* [RECORDS FOR THIS TASK]:
<<<<

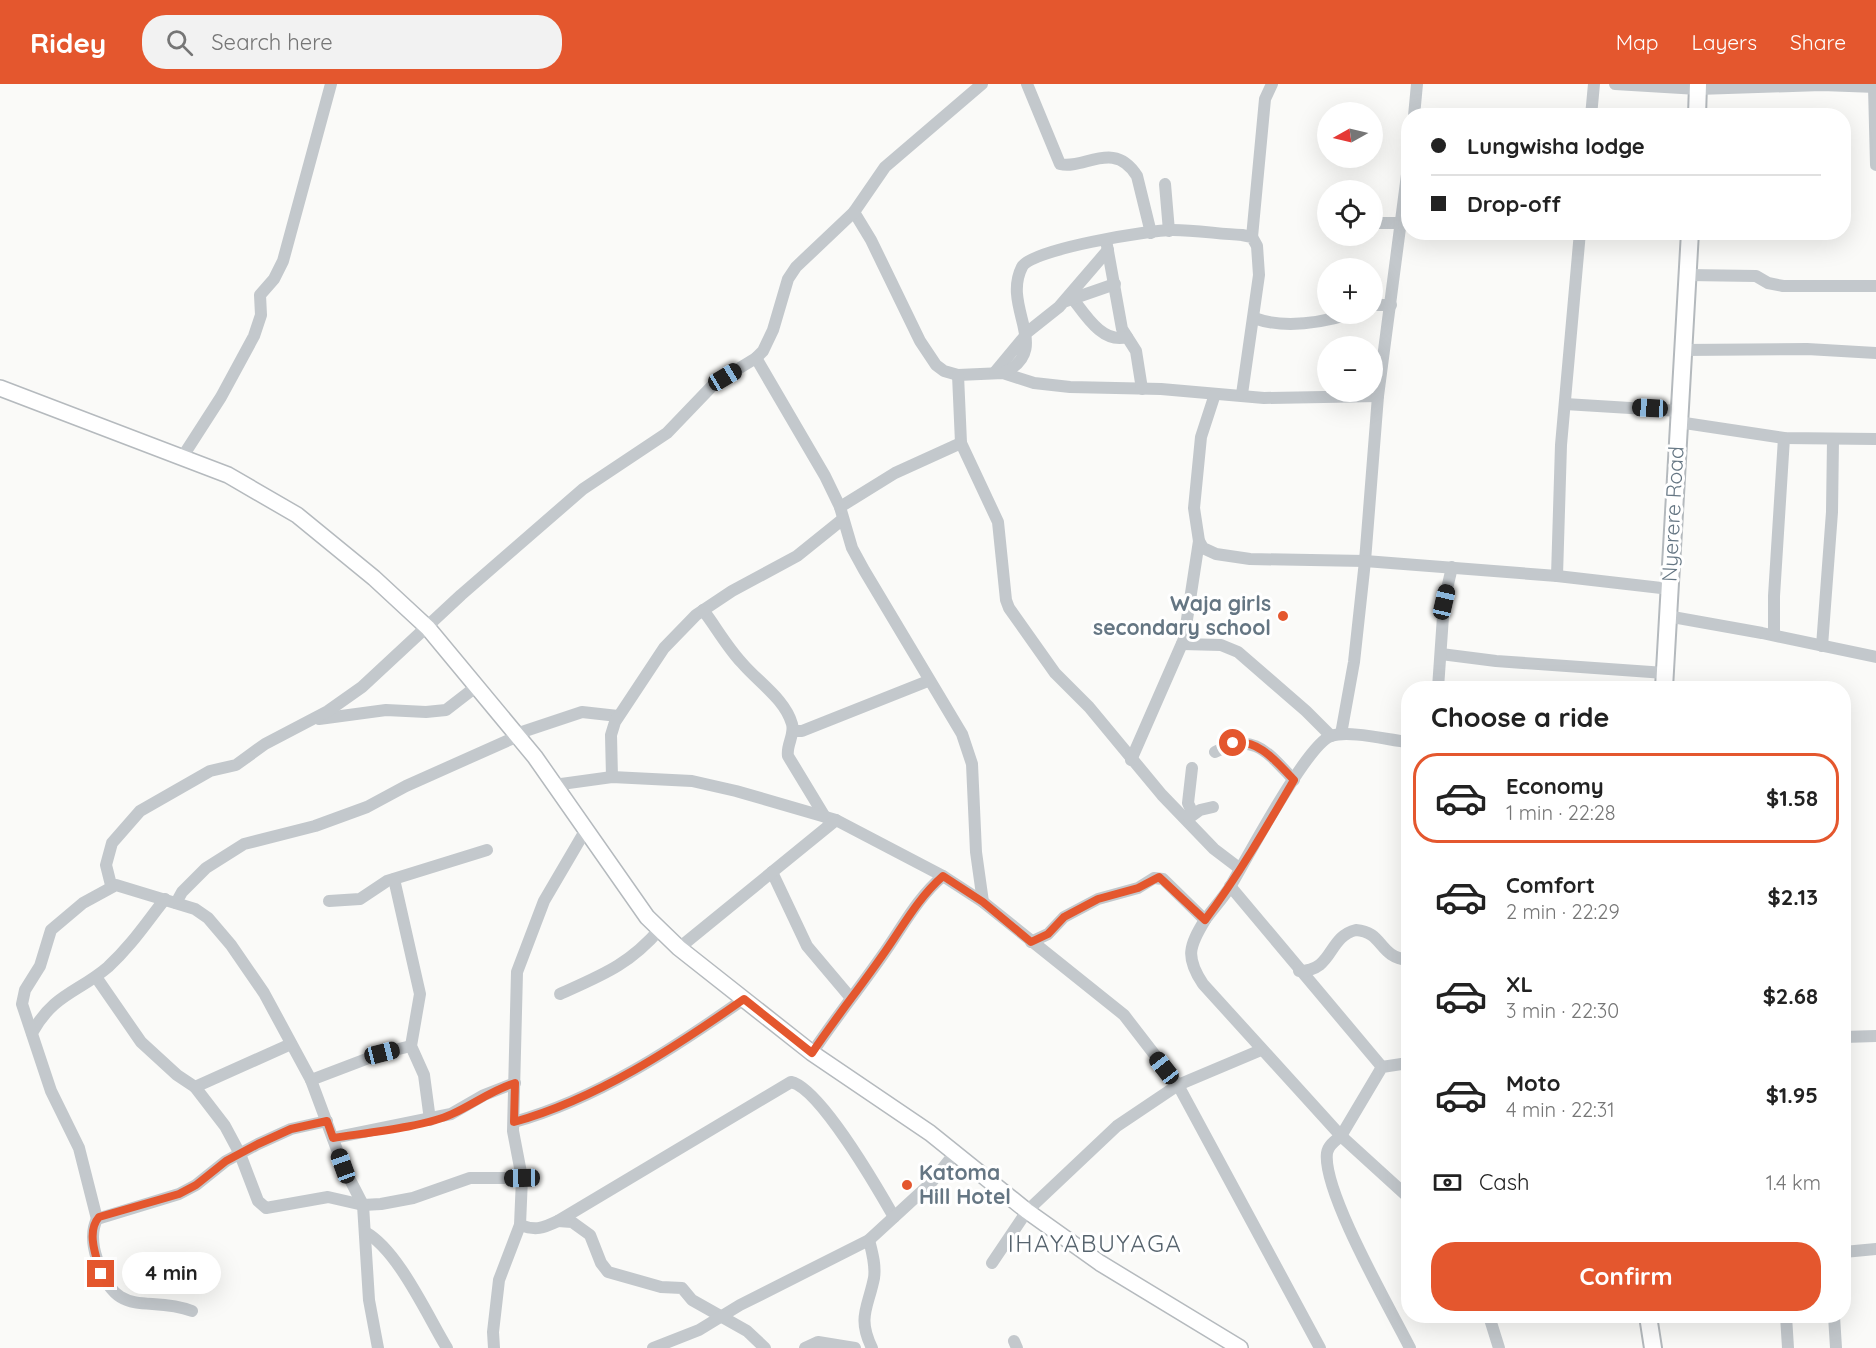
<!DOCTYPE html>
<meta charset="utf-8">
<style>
:root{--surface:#fff;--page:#f2f2f2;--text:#222;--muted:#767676;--line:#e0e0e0;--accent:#e4572e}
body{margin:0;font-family:Quicksand,sans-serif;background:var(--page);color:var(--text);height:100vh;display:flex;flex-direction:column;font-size:22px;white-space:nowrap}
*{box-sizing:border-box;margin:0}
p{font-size:20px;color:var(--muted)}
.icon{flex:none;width:33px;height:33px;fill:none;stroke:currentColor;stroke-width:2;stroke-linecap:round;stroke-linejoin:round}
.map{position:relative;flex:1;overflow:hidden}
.side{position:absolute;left:1401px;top:597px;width:450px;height:642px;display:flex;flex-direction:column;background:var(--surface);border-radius:24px;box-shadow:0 6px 24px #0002}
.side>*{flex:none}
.banner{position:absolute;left:1401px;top:24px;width:450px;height:132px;border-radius:24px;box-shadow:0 6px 24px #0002;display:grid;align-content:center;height:132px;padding:0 30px;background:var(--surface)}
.needle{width:39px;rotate:262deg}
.buttons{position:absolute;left:1317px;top:18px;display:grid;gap:12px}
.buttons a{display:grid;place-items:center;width:66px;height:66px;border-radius:50%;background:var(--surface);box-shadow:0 6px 24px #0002;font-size:30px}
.end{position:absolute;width:27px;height:27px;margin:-14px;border:8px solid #e4572e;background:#fff;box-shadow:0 0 0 3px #fff}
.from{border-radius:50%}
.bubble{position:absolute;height:42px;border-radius:21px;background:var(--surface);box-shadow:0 6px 24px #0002;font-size:20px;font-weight:700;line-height:42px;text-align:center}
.car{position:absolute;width:18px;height:36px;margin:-18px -9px;border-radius:8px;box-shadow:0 0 4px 2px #0007;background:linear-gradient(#222 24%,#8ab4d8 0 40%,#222 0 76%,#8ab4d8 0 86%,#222 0)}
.banner b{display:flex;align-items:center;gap:21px;height:57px;font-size:22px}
.banner b+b{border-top:2px solid var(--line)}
.banner i{width:15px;height:15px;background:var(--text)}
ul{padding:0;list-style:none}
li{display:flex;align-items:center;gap:18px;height:90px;margin:0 12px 9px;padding:0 18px;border:3px solid transparent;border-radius:24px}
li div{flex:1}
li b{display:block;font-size:22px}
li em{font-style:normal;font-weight:700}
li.active{border-color:var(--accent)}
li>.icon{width:54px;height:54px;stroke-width:1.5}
h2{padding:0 30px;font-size:27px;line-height:72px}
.pay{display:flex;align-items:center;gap:15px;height:66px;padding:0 30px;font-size:22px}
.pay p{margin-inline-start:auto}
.cta{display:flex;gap:12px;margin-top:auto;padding:12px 30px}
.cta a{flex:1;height:69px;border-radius:24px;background:var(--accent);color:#fff;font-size:24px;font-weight:700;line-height:69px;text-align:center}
header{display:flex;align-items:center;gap:36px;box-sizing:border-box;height:84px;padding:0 30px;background:var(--accent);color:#fff}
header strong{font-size:28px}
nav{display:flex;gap:33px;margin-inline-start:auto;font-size:21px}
.search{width:420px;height:54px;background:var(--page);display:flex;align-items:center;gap:15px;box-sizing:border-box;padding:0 21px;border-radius:24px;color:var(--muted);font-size:22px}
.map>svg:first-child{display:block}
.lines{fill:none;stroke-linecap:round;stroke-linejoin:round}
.major-casing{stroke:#b5babe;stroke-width:18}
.highway-casing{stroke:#b4b9bd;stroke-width:20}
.minor{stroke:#c3c8cc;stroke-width:12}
.major{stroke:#fff;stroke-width:15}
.highway{stroke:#fff;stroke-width:16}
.route{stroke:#e4572e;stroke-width:8}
.poi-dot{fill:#e4572e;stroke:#fff;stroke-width:2}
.labels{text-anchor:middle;stroke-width:6;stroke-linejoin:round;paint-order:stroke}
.street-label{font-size:21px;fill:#657683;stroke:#fff}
.poi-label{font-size:21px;font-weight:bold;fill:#657683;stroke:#fff;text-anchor:end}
.quarter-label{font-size:24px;letter-spacing:1.5px;fill:#57646e;stroke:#fff}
</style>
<header>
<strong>Ridey</strong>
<div class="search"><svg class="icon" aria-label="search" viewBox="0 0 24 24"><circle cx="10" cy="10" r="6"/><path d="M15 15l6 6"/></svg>Search here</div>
<nav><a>Map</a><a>Layers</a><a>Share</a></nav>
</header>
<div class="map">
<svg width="1876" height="1264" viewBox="0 0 1876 1264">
<rect width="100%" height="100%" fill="#fafaf8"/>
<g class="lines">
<g class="major-casing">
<polyline id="major" points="0,304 228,391 297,431 374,494 428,544 535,673 647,833 679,864 812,969 930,1049 1027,1127 1100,1179 1240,1264"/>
</g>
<g class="highway-casing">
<g id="highway">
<polyline points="1697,32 1698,0"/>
<polyline points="1664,604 1690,148"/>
<polyline points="1648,1232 1653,1264"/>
</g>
</g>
<g class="minor">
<path d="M1027,0L1060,80C1084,86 1114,55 1137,92L1151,149"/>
<polyline points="1615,0 1698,5 1822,1 1876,3"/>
<polyline points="1874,3 1876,81"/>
<polyline points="1414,32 1417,0"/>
<polyline points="1591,32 1594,0"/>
<polyline points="1165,100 1169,147"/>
<polyline points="854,128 871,156 920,257 936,281 944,287 958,291 1003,289 1034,299 1070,303 1161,305 1264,314 1378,312"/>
<polyline points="1372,139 1402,139"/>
<polyline points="1252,153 1265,15 1272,0"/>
<polyline points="1106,156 1122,245 1136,267 1142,305"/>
<polyline points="1688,191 1756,192 1768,199 1783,202 1876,202"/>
<path d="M1073,215C1086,232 1103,260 1127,253"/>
<polyline points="1066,217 1115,200"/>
<polyline points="1372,221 1391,221"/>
<path d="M1254,234C1284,245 1320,239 1350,230"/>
<polyline points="1025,250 1059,223 1108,166"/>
<polyline points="1683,266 1807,265 1876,269"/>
<polyline points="756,274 825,392 840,423 852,464 864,486 962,650 972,680 976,768 983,818"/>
<polyline points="995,288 1025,252"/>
<path d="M1003,289C1054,266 1001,224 1022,183C1031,165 1150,146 1173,146C1196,146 1219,150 1242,151L1252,153L1257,162L1259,191L1242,310"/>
<polyline points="958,291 961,359 998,438 1006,516 1009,524 1055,589 1089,623 1162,711 1214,765 1239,784"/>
<polyline points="1215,310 1201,353 1194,424 1199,457 1203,464 1216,470 1250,475 1365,477 1378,312 1408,83"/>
<polyline points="1565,320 1679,327"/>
<polyline points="1678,338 1784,354 1876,355"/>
<polyline points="183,372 221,313 254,252 261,231 260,211 274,195 283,177 331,0"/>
<polyline points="840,423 895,389 961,359"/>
<polyline points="1557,492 1561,361 1580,148"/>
<path d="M703,526C716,543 727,563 742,579C758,598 785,615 792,640C795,651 786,661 788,672L825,733"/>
<polyline points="1667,532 1762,549 1876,573"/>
<polyline points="1774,551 1774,512 1784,354"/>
<polyline points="1182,560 1221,561 1238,568 1306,627 1331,652"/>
<polyline points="1822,562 1832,428 1833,356"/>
<polyline points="1441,570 1496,577 1665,589"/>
<polyline points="1438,604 1444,518 1452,483"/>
<polyline points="319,635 386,626 426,628 446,626 477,602"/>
<polyline points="793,647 802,647 928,597"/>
<polyline points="516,650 582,628 618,632"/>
<polyline points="1341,650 1354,578 1365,477 1557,492 1670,505"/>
<path d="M1215,668C1254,647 1268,669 1294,696"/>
<polyline points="1131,676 1184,555 1199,457"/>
<polyline points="1192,684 1188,719 1193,730"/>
<polyline points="612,693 611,651 615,638 664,564 696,531 732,507 797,472 843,435"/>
<polyline points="554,701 612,693 692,697 736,707 836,736 943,792 983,818 1124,931 1178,1001 1320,1264"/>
<polyline points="1189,734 1200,726 1213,723"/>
<polyline points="772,788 807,862 850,913"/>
<polyline points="394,795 420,910 411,962 424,991 430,1036"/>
<polyline points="111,801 106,781 112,759 140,727 210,687 236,681 265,660 328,627 362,603 461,511 583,405 667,349 715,299 756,274 763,267 773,246 788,195 796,183 854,128 885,83 982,0"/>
<polyline points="1230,802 1382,983"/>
<polyline points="329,817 360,815 387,797 487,766"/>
<polyline points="176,819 182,808 206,784 244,760 315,742 367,723 406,702 518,652"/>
<path d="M1205,836C1213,825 1223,814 1230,803C1246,776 1307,660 1331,652C1350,646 1388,656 1408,658"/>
<path d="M1031,858L1048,850L1064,833L1098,815L1138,804L1154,794L1163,795L1205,836C1189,862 1185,873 1203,900L1341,1052L1408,1113"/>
<polyline points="679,864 836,736"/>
<path d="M1299,887C1334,887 1327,853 1356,846C1384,848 1378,873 1408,876"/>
<polyline points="96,893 141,958 177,991 195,1003 225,1042 240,1070 258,1117 266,1124 328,1113 363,1121 381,1120 413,1114 470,1094 522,1094"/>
<path d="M560,910C602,891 629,881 660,845"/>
<path d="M32,949C53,910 79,908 108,883C131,862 146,839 165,815"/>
<polyline points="1844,953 1876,952"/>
<path d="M812,969C834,936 859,905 882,872C902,844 917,814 943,792"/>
<path d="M1408,979L1382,983L1341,1052C1336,1056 1328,1061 1327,1069C1322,1107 1391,1226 1410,1264"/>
<polyline points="311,996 382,969 411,962"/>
<polyline points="195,1003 291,960"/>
<path d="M514,1038C597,1015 674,964 744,915"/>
<polyline points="333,1054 451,1030 484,1011 515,999"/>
<polyline points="97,1135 79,1064 51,1007 22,920 25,906 40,882 51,846 83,819 116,801 195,825 208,834 231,861 264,909 311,996 343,1082 363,1121 369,1216 378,1264"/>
<polyline points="558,1137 572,1138 590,1151 601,1179 608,1188 661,1203 682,1204 692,1216 747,1247 765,1264"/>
<path d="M520,1141C536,1147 543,1144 558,1137L791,998C820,1004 878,1105 894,1133"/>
<path d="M365,1148C398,1166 427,1231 447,1264"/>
<path d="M869,1156C872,1168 876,1181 874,1194C868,1224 857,1233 872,1264"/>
<polyline points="1844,1168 1876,1165"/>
<polyline points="992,1179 1027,1127 1117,1042 1178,1001 1261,966"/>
<path d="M192,1227C147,1210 116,1238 97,1175C93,1163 91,1147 97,1135L179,1110L196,1101L226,1077L258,1060L291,1045L327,1037"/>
<polyline points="1489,1232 1499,1264"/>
<polyline points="1786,1232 1788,1264"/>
<polyline points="1834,1232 1836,1264"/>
<polyline points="1014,1257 1017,1264"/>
<polyline points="494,1264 493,1248 499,1196 520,1141 522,1094 513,1047 517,888 544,817 585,747"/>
<polyline points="653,1264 699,1246 740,1221 869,1156 930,1100 955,1069"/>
<polyline points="805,1264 818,1258 855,1264"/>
</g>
<use href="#major" class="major"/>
<use href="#highway" class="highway"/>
</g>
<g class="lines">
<path class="route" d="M101,1190C96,1172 86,1148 99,1133L179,1110L196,1101L226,1077L258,1060L291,1045L327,1037L333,1054C364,1049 425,1043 452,1030C474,1020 492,1006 515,999L514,1038C597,1015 674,964 744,915L812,969C834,936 859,905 882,872C902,844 917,815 943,792L983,818L1031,858L1048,850L1064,833L1098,815L1138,804L1159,793L1205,836C1238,792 1266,744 1294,696C1277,679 1260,655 1233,659"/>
</g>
<g class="poi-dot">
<circle cx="1283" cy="532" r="6"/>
<circle cx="907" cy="1101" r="6"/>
</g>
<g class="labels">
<g class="street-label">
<text transform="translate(1673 430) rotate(-87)" y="7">Nyerere Road</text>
</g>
<g class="poi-label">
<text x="1271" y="527">Waja girls<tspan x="1271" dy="24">secondary school</tspan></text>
<text x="919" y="1096" text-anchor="start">Katoma<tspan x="919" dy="24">Hill Hotel</tspan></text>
</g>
<g class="quarter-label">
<text x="1095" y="1168">IHAYABUYAGA</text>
</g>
</g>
</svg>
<div class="buttons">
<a><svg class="needle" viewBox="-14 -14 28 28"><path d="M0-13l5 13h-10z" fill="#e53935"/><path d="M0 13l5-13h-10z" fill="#767676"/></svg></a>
<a><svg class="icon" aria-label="locate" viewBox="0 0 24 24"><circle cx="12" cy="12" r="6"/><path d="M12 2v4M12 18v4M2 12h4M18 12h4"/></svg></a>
<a>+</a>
<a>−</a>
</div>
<i class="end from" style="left:1233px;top:659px"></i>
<i class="end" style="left:101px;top:1190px"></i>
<div class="bubble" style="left:122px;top:1168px;width:99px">4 min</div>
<i class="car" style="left:725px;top:293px;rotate:59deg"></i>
<i class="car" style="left:1650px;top:324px;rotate:273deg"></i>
<i class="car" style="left:1444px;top:518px;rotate:13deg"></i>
<i class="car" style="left:382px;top:969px;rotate:76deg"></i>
<i class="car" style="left:1164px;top:984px;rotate:322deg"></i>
<i class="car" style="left:343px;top:1082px;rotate:340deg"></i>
<i class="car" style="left:522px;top:1094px;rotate:269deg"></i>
<div class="banner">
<b><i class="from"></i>Lungwisha lodge</b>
<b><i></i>Drop-off</b>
</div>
<section class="side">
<h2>Choose a ride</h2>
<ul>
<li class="active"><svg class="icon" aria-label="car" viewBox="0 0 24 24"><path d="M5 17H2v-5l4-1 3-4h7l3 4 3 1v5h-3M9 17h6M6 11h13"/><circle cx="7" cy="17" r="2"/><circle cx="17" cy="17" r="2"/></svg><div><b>Economy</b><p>1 min · 22:28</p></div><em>$1.58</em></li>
<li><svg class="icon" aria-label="car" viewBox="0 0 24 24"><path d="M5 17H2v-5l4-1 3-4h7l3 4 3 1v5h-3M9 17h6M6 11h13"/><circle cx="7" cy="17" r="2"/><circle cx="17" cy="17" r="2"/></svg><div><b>Comfort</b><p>2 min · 22:29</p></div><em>$2.13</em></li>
<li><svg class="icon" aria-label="car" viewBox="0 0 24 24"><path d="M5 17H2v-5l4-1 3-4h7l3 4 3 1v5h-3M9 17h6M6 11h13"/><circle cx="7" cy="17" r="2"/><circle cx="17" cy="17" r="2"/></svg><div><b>XL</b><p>3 min · 22:30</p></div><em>$2.68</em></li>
<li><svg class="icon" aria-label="car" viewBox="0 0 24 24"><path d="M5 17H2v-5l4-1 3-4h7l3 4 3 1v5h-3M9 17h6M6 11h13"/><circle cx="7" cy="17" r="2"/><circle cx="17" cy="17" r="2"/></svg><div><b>Moto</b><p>4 min · 22:31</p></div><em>$1.95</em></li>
</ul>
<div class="pay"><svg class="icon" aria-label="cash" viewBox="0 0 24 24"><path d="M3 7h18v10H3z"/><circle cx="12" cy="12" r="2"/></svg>Cash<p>1.4 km</p></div>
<div class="cta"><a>Confirm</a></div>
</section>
</div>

>>>>

* [WHAT YOU HAVE TO DO]: Once you have checked the entries above, say how many lines include the word "none", and nothing beyond the number.

* [SOLUTION FOR THIS EXERCISE]: 4